编辑 | blame | 历史 | 原始文档

Cloud Storages

Cloud storage is used for importing tasks and exporting annotations in Label Studio. There are 2 basic types of cloud storages:

  1. Import Storages (aka Source Cloud Storages)
  2. Export Storages (aka Target Cloud Storages)

Also Label Studio has Persistent storages where LS storage export files, user avatars and UI uploads. Do not confuse Cloud Storages and Persistent Storage, they have completely different codebase and tasks. Cloud Storages are implemented in io_storages, Persistent Storage uses django-storages and it is installed in Django settings environment variables (see base.py).

Note: Dataset Storages were implemented in the enterprise codebase only. They are deprecated and not used.

Basic hierarchy

This section uses GCS storage as an example, and the same logic can be applied to other storages.

Import Storages

This storage type is designed for importing tasks FROM cloud storage to Label Studio. This diagram is based on Google Cloud Storage (GCS), and other storages are implemented in the same way:

    graph TD;
    
    Storage-->ImportStorage;
    
    ProjectStorageMixin-->GCSImportStorage;
    ImportStorage-->GCSImportStorageBase;

    GCSImportStorageBase-->GCSImportStorage; 
    GCSImportStorageBase-->GCSDatasetStorage;

    GCSImportStorageLink-->ImportStorageLink

    subgraph Google Cloud Storage
        GCSImportStorage;
        GCSImportStorageBase;
        GCSDatasetStorage;
    end
  • Storage (label_studio/io_storages/base_models.py): Abstract base for all storages. Inherits status/progress from StorageInfo. Defines validate_connection() contract and common metadata fields.

  • ImportStorage (label_studio/io_storages/base_models.py): Abstract base for source storages. Defines core contracts used by sync and proxy:

  • iter_objects(), iter_keys() to enumerate objects
  • get_unified_metadata(obj) to normalize provider metadata
  • get_data(key) to produce StorageObject(s) for task creation
  • generate_http_url(url) to resolve provider URL -> HTTP URL (presigned or direct)
  • resolve_uri(...) and can_resolve_url(...) used by the Storage Proxy
  • scan_and_create_links() to create ImportStorageLinks for tasks
  • ImportStorageLink (label_studio/io_storages/base_models.py): Link model created per-task for imported objects. Fields: task (1:1), key (external key), row_group/row_index (parquet/JSONL indices), object_exists, timestamps. Helpers: n_tasks_linked(key, storage) and create(task, key, storage, row_index=None, row_group=None).

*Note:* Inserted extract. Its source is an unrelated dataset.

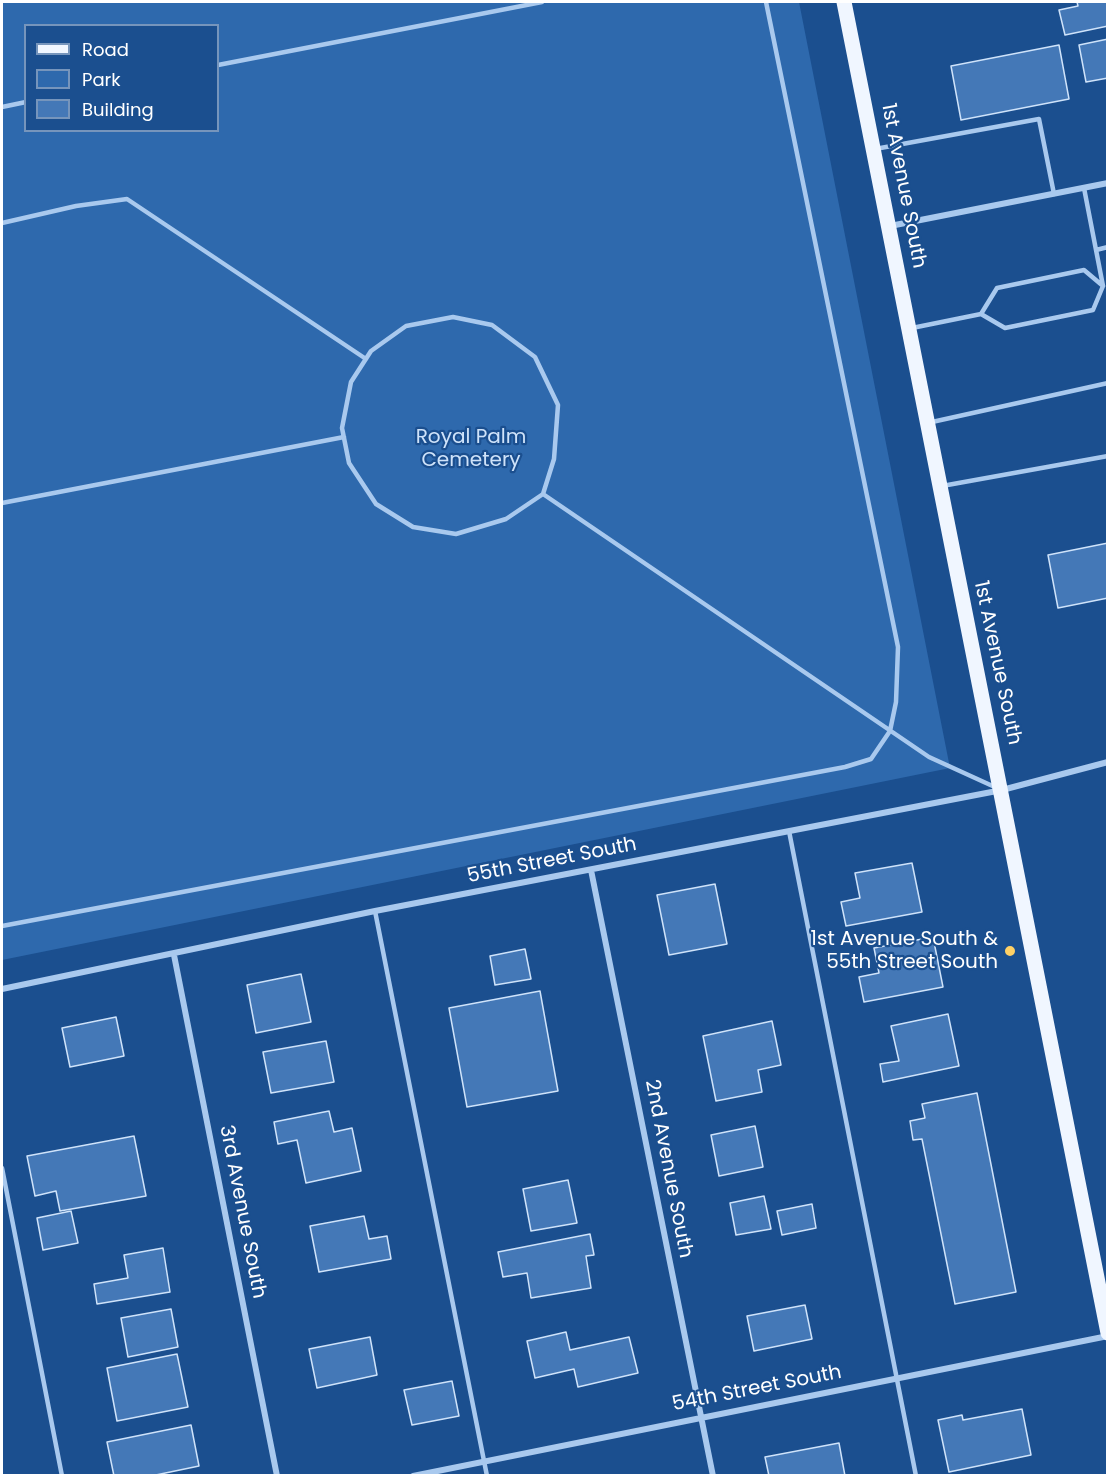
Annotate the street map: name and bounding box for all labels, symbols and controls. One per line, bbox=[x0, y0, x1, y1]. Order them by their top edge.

  • ProjectStorageMixin (label_studio/io_storages/base_models.py): Adds project FK and permission checks. Used by project-scoped storages (e.g., GCSImportStorage).

  • GCSImportStorageBase (label_studio/io_storages/gcs/models.py): GCS-specific import base. Sets url_scheme='gs', implements listing (iter_objects/iter_keys), data loading (get_data), URL generation (generate_http_url), URL resolution checks, and metadata helpers. Reused by both project imports and enterprise datasets.

  • GCSImportStorage (label_studio/io_storages/gcs/models.py): Concrete project-scoped GCS import storage combining ProjectStorageMixin + GCSImportStorageBase.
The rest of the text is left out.